Finnish interior design magazine

Avotakka is a monthly Finnish interior design magazine published in Helsinki, Finland.

==History and profile==
Avotakka was first published in December 1967. In 1971 it merged with an older Finnish design magazine Kaunis Koti [Finnish: Beautiful Home], which had first been published in 1948. At the time, the merger represented the combination of a more middle- and professional class magazine (Kaunis Koti) with a more populist magazine (Avotakka). The owner and publisher is A-lehdet Oy and the headquarters of the magazine is in Helsinki. It is published on a monthly basis.

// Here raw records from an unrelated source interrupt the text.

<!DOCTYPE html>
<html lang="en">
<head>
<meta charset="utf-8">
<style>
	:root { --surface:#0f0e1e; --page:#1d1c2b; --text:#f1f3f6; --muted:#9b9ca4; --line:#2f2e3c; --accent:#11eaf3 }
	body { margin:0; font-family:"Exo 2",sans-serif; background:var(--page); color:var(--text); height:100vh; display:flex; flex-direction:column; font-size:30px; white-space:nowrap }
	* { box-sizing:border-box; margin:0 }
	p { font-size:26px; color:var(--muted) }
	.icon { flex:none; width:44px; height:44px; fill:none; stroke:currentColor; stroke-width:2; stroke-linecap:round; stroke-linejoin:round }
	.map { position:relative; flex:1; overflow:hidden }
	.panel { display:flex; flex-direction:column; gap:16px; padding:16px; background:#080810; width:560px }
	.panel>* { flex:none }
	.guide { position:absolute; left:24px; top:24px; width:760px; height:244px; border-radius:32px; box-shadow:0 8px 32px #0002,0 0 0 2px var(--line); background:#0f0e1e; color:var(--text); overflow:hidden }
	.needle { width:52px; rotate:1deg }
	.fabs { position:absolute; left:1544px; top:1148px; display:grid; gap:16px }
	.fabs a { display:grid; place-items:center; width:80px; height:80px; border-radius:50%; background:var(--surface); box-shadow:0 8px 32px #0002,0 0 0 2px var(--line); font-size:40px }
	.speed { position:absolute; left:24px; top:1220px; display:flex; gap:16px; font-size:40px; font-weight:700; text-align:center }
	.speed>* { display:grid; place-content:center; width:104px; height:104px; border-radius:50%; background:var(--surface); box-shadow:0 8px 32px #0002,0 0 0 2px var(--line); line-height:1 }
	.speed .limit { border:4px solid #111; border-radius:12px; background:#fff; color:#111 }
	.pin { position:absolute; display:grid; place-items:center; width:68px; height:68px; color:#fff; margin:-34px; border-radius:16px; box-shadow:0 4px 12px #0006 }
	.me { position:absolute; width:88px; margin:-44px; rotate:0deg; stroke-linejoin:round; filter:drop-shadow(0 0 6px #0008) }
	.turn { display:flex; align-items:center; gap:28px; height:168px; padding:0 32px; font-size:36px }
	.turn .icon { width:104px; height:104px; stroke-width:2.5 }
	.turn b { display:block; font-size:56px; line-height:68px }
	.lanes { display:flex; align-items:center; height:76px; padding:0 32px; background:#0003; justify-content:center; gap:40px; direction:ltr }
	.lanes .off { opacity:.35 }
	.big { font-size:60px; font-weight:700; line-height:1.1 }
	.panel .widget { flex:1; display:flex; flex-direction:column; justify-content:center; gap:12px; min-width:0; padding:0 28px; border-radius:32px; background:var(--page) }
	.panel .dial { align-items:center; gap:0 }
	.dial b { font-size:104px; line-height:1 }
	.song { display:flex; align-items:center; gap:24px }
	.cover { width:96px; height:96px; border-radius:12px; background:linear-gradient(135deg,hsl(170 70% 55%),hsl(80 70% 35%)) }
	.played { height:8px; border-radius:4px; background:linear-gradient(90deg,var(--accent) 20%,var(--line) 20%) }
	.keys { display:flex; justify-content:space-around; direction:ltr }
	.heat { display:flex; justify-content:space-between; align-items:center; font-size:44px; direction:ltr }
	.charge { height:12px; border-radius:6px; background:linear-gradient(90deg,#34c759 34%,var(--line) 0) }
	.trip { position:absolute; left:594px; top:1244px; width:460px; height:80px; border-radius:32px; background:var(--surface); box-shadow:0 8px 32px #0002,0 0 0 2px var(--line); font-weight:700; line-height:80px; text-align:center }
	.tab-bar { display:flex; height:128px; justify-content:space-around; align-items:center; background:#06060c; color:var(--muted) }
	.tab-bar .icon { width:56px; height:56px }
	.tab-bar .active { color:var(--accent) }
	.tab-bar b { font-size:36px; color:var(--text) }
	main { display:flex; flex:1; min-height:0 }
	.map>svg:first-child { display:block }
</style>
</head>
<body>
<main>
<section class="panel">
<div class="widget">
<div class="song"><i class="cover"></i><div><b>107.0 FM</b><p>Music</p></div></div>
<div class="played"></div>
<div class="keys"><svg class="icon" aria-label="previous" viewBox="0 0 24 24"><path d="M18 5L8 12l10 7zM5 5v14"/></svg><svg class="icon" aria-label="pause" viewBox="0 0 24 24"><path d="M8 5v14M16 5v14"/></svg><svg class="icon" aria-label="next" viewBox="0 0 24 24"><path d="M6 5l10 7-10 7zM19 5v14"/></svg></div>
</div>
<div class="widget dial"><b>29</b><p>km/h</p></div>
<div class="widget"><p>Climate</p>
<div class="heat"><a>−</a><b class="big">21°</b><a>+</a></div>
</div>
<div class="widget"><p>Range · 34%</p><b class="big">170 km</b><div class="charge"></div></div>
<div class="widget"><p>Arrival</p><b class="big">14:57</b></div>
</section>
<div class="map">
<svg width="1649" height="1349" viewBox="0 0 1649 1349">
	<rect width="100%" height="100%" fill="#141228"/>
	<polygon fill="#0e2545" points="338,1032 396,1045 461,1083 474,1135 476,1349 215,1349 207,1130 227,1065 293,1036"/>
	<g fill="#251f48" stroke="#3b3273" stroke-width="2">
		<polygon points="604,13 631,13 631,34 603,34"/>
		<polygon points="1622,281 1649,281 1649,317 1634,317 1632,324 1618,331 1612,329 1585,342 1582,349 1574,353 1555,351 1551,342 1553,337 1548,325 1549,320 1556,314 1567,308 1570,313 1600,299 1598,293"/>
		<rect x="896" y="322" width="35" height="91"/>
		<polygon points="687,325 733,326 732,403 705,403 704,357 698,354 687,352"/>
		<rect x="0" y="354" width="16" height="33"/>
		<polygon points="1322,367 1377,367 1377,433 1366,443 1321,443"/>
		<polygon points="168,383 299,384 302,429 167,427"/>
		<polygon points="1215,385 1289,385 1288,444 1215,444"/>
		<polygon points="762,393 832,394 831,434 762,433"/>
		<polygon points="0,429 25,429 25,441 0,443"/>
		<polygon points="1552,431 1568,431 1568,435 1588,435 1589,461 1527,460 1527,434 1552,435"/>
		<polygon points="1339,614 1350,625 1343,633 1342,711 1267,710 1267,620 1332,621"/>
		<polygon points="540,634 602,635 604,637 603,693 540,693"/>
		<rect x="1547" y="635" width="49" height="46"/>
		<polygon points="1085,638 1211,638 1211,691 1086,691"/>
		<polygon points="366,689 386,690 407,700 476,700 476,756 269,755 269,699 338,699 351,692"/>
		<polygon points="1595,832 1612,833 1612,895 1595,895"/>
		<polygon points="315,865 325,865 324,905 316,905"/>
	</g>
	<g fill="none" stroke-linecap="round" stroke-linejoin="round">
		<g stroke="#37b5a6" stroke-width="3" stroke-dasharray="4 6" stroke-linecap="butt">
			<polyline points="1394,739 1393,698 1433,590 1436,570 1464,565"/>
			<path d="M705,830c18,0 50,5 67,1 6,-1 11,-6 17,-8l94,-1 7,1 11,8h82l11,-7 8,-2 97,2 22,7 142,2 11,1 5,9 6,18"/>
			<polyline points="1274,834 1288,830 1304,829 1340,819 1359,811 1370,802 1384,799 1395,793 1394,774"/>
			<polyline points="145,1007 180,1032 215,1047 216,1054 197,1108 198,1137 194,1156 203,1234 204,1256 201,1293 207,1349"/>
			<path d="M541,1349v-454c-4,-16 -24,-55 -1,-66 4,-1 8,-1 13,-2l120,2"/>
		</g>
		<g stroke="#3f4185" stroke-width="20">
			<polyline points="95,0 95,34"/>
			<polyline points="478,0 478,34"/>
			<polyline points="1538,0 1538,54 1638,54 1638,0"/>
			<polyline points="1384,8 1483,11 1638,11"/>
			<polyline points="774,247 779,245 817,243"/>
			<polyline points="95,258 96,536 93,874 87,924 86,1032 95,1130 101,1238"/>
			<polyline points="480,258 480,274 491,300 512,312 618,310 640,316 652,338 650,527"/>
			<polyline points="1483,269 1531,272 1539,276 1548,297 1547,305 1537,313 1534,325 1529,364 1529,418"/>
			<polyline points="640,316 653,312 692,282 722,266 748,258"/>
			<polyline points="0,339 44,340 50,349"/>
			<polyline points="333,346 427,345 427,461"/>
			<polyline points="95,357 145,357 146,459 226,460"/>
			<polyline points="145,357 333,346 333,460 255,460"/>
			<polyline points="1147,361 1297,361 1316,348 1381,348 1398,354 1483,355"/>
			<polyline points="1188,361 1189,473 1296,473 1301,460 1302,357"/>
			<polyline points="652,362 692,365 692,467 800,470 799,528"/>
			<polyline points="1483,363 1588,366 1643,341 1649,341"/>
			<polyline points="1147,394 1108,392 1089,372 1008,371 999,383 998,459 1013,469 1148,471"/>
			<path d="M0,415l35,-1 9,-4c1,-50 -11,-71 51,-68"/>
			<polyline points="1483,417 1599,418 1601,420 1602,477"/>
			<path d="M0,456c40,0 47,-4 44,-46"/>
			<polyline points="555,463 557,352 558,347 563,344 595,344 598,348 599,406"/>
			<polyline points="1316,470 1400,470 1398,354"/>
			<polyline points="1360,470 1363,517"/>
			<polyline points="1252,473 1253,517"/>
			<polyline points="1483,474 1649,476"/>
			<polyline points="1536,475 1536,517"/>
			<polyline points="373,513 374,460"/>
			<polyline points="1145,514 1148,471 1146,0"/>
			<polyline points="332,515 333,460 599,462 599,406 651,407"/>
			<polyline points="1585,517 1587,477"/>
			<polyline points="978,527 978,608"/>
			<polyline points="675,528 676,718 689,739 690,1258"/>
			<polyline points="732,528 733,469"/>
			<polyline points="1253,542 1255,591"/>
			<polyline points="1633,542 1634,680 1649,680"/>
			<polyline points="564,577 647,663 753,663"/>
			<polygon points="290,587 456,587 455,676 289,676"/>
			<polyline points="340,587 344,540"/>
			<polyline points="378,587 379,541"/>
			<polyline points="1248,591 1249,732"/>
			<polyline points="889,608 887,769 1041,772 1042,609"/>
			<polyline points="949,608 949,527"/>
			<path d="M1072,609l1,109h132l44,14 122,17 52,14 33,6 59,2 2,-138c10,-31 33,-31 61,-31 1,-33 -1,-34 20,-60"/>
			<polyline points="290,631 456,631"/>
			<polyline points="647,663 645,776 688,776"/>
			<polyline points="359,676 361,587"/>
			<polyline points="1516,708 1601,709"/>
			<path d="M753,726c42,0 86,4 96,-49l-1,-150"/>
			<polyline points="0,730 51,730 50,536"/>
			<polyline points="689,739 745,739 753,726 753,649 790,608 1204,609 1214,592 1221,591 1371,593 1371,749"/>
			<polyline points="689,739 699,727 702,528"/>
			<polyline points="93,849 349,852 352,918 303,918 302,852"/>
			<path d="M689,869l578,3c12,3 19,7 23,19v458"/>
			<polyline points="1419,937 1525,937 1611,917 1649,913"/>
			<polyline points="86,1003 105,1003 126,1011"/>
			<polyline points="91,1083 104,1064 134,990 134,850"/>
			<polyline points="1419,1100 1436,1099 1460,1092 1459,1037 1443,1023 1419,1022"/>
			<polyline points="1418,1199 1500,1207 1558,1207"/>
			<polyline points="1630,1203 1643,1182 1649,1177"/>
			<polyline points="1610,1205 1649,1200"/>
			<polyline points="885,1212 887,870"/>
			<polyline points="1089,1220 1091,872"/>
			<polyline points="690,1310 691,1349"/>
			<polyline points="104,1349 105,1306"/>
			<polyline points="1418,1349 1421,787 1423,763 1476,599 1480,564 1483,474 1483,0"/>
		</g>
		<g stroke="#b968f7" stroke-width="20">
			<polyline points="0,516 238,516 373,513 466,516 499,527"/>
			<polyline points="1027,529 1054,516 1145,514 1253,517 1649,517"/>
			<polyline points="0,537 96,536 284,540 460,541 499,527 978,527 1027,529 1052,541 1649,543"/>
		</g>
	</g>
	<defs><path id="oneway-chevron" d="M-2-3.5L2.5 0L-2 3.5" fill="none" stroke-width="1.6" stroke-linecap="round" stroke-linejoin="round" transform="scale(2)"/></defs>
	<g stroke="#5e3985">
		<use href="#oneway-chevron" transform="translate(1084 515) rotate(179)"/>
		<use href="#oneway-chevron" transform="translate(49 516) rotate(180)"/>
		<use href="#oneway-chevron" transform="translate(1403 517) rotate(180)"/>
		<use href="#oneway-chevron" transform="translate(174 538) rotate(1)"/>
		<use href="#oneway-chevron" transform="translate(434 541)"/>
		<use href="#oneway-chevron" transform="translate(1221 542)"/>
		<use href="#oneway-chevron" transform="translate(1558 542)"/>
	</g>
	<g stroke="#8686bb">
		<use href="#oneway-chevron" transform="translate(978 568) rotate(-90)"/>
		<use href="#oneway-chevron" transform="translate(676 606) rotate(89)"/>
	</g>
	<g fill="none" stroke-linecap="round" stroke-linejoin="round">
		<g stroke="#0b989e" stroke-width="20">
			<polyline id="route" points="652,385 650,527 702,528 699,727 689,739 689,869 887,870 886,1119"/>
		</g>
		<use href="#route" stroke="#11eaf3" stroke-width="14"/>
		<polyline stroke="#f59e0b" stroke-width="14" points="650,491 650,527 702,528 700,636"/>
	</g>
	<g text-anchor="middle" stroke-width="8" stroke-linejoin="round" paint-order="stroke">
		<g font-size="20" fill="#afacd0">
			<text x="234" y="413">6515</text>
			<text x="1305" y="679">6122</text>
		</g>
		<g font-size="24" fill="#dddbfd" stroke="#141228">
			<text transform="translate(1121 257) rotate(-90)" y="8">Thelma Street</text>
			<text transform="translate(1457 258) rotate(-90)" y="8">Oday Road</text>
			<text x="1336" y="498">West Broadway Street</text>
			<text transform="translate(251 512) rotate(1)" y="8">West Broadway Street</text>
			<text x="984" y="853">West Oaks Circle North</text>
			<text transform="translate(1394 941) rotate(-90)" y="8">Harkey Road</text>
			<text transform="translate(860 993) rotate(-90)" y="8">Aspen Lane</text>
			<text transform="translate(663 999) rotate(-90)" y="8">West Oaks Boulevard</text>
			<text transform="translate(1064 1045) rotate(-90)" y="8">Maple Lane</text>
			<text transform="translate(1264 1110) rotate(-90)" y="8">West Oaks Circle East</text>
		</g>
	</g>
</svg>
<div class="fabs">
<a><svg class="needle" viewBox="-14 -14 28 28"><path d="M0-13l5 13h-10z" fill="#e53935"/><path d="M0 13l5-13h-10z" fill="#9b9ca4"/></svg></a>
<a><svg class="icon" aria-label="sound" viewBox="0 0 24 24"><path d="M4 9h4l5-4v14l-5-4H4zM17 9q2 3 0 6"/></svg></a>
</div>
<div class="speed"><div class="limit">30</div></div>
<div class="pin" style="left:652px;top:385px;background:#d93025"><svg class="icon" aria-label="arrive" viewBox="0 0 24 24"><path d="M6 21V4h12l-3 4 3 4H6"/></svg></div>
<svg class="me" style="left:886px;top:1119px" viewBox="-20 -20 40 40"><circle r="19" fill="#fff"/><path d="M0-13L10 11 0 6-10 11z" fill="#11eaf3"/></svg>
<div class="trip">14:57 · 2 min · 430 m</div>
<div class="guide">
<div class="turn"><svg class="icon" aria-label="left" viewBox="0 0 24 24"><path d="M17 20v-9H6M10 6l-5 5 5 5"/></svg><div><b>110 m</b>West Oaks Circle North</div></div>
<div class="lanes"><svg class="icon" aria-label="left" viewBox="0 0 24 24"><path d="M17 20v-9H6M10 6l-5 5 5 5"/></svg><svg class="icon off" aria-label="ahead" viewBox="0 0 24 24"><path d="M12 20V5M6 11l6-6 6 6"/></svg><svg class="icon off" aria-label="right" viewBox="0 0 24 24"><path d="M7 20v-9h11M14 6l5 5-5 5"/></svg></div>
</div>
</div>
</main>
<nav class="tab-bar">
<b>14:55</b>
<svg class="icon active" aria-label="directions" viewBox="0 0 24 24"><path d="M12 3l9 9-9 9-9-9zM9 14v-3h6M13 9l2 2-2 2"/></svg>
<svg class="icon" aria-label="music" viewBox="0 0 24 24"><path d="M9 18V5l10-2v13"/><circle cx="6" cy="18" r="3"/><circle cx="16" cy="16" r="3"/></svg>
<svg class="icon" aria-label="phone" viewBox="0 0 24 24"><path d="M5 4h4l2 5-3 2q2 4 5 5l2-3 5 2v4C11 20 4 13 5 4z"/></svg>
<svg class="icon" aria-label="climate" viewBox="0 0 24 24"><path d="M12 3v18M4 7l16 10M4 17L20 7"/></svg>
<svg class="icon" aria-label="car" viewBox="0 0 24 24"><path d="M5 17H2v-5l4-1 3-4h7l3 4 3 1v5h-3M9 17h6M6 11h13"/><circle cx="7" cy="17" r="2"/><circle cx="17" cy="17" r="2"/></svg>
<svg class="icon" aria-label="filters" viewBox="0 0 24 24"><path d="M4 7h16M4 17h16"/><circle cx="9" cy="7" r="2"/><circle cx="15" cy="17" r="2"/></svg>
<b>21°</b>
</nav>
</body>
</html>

As of 2011 the editor-in-chief of the magazine was Soili Ukkola.

==Circulation==
In 2005 the annual circulation of Avotakka was 88,193 copies. Its circulation was 85,000 copies in 2007. In 2010 the magazine had a circulation of 85,104 copies. The 2011 circulation of the magazine was 85,431 copies. It fell to 82,245 copies in 2012 and to 71,911 copies in 2013.